> _Aim of the exercise_
Copy all of the records word for word.

Collected data entries:
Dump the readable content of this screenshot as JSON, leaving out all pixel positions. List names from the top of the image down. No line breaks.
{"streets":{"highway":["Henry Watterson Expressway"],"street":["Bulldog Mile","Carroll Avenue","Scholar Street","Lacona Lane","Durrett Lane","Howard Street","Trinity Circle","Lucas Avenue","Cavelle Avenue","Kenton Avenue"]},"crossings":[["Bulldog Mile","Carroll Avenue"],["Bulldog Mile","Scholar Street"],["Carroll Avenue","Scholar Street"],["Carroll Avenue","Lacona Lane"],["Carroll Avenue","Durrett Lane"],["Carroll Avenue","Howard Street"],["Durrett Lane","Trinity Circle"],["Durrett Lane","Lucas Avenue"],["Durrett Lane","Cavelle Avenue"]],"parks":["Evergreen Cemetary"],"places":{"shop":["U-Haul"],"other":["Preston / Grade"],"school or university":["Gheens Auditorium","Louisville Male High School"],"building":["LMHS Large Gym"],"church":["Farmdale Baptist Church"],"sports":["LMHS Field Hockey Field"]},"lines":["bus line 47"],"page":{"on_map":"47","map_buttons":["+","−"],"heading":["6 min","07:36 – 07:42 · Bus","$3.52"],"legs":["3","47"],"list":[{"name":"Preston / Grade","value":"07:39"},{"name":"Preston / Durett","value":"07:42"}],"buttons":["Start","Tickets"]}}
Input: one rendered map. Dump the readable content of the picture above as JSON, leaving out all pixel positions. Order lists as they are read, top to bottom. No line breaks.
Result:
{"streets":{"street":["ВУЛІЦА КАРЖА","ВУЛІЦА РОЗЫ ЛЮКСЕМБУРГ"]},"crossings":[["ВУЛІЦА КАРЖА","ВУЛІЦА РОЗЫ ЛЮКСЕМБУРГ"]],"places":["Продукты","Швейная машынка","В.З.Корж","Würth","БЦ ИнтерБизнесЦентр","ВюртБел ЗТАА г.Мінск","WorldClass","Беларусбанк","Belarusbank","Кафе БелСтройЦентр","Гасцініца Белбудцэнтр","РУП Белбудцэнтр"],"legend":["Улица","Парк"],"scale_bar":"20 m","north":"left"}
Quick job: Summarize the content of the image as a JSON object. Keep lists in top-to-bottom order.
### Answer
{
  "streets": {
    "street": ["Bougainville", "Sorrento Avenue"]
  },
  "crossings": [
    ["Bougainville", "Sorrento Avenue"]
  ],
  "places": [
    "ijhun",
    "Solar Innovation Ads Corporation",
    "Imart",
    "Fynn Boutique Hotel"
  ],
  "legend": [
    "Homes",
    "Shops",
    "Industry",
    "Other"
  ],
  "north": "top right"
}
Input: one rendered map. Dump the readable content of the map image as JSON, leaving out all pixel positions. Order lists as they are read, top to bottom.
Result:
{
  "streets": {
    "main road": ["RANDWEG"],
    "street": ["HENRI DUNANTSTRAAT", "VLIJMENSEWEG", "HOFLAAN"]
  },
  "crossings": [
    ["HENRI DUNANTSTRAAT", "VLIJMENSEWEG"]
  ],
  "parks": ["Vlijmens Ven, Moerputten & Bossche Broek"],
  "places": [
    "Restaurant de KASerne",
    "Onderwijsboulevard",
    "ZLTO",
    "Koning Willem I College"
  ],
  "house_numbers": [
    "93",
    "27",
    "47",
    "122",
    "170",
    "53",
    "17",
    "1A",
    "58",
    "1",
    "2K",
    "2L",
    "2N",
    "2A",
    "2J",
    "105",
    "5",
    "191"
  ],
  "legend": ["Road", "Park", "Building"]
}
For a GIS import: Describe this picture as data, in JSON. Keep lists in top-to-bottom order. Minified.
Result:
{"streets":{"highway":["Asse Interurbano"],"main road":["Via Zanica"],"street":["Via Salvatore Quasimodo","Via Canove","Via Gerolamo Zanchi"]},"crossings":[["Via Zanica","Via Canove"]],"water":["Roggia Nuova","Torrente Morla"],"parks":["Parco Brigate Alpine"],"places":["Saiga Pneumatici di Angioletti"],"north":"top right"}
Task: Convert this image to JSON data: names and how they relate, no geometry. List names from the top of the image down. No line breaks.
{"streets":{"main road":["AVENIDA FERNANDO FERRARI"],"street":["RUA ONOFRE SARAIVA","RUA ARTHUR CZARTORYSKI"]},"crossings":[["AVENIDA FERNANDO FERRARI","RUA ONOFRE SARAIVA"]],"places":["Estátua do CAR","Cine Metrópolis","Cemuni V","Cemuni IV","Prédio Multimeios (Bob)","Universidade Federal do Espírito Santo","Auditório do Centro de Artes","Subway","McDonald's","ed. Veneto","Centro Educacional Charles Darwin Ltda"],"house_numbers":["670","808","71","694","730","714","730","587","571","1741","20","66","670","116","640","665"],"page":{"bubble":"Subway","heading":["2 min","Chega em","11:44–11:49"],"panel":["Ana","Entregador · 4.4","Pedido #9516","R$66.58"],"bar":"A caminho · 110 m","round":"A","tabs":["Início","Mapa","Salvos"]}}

> _The completed task_
Dump the readable content of this screenshot as JSON, leaving out all pixel positions. List names from the top of the image down. No line breaks.
{"streets":{"highway":["Henry Watterson Expressway"],"street":["Bulldog Mile","Carroll Avenue","Scholar Street","Lacona Lane","Durrett Lane","Howard Street","Trinity Circle","Lucas Avenue","Cavelle Avenue","Kenton Avenue"]},"crossings":[["Bulldog Mile","Carroll Avenue"],["Bulldog Mile","Scholar Street"],["Carroll Avenue","Scholar Street"],["Carroll Avenue","Lacona Lane"],["Carroll Avenue","Durrett Lane"],["Carroll Avenue","Howard Street"],["Durrett Lane","Trinity Circle"],["Durrett Lane","Lucas Avenue"],["Durrett Lane","Cavelle Avenue"]],"parks":["Evergreen Cemetary"],"places":{"shop":["U-Haul"],"other":["Preston / Grade"],"school or university":["Gheens Auditorium","Louisville Male High School"],"building":["LMHS Large Gym"],"church":["Farmdale Baptist Church"],"sports":["LMHS Field Hockey Field"]},"lines":["bus line 47"],"page":{"on_map":"47","map_buttons":["+","−"],"heading":["6 min","07:36 – 07:42 · Bus","$3.52"],"legs":["3","47"],"list":[{"name":"Preston / Grade","value":"07:39"},{"name":"Preston / Durett","value":"07:42"}],"buttons":["Start","Tickets"]}}
Input: one rendered map. Dump the readable content of the picture above as JSON, leaving out all pixel positions. Order lists as they are read, top to bottom. No line breaks.
Result:
{"streets":{"street":["ВУЛІЦА КАРЖА","ВУЛІЦА РОЗЫ ЛЮКСЕМБУРГ"]},"crossings":[["ВУЛІЦА КАРЖА","ВУЛІЦА РОЗЫ ЛЮКСЕМБУРГ"]],"places":["Продукты","Швейная машынка","В.З.Корж","Würth","БЦ ИнтерБизнесЦентр","ВюртБел ЗТАА г.Мінск","WorldClass","Беларусбанк","Belarusbank","Кафе БелСтройЦентр","Гасцініца Белбудцэнтр","РУП Белбудцэнтр"],"legend":["Улица","Парк"],"scale_bar":"20 m","north":"left"}
Quick job: Summarize the content of the image as a JSON object. Keep lists in top-to-bottom order.
### Answer
{
  "streets": {
    "street": ["Bougainville", "Sorrento Avenue"]
  },
  "crossings": [
    ["Bougainville", "Sorrento Avenue"]
  ],
  "places": [
    "ijhun",
    "Solar Innovation Ads Corporation",
    "Imart",
    "Fynn Boutique Hotel"
  ],
  "legend": [
    "Homes",
    "Shops",
    "Industry",
    "Other"
  ],
  "north": "top right"
}
Input: one rendered map. Dump the readable content of the map image as JSON, leaving out all pixel positions. Order lists as they are read, top to bottom.
Result:
{
  "streets": {
    "main road": ["RANDWEG"],
    "street": ["HENRI DUNANTSTRAAT", "VLIJMENSEWEG", "HOFLAAN"]
  },
  "crossings": [
    ["HENRI DUNANTSTRAAT", "VLIJMENSEWEG"]
  ],
  "parks": ["Vlijmens Ven, Moerputten & Bossche Broek"],
  "places": [
    "Restaurant de KASerne",
    "Onderwijsboulevard",
    "ZLTO",
    "Koning Willem I College"
  ],
  "house_numbers": [
    "93",
    "27",
    "47",
    "122",
    "170",
    "53",
    "17",
    "1A",
    "58",
    "1",
    "2K",
    "2L",
    "2N",
    "2A",
    "2J",
    "105",
    "5",
    "191"
  ],
  "legend": ["Road", "Park", "Building"]
}
For a GIS import: Describe this picture as data, in JSON. Keep lists in top-to-bottom order. Minified.
Result:
{"streets":{"highway":["Asse Interurbano"],"main road":["Via Zanica"],"street":["Via Salvatore Quasimodo","Via Canove","Via Gerolamo Zanchi"]},"crossings":[["Via Zanica","Via Canove"]],"water":["Roggia Nuova","Torrente Morla"],"parks":["Parco Brigate Alpine"],"places":["Saiga Pneumatici di Angioletti"],"north":"top right"}
Task: Convert this image to JSON data: names and how they relate, no geometry. List names from the top of the image down. No line breaks.
{"streets":{"main road":["AVENIDA FERNANDO FERRARI"],"street":["RUA ONOFRE SARAIVA","RUA ARTHUR CZARTORYSKI"]},"crossings":[["AVENIDA FERNANDO FERRARI","RUA ONOFRE SARAIVA"]],"places":["Estátua do CAR","Cine Metrópolis","Cemuni V","Cemuni IV","Prédio Multimeios (Bob)","Universidade Federal do Espírito Santo","Auditório do Centro de Artes","Subway","McDonald's","ed. Veneto","Centro Educacional Charles Darwin Ltda"],"house_numbers":["670","808","71","694","730","714","730","587","571","1741","20","66","670","116","640","665"],"page":{"bubble":"Subway","heading":["2 min","Chega em","11:44–11:49"],"panel":["Ana","Entregador · 4.4","Pedido #9516","R$66.58"],"bar":"A caminho · 110 m","round":"A","tabs":["Início","Mapa","Salvos"]}}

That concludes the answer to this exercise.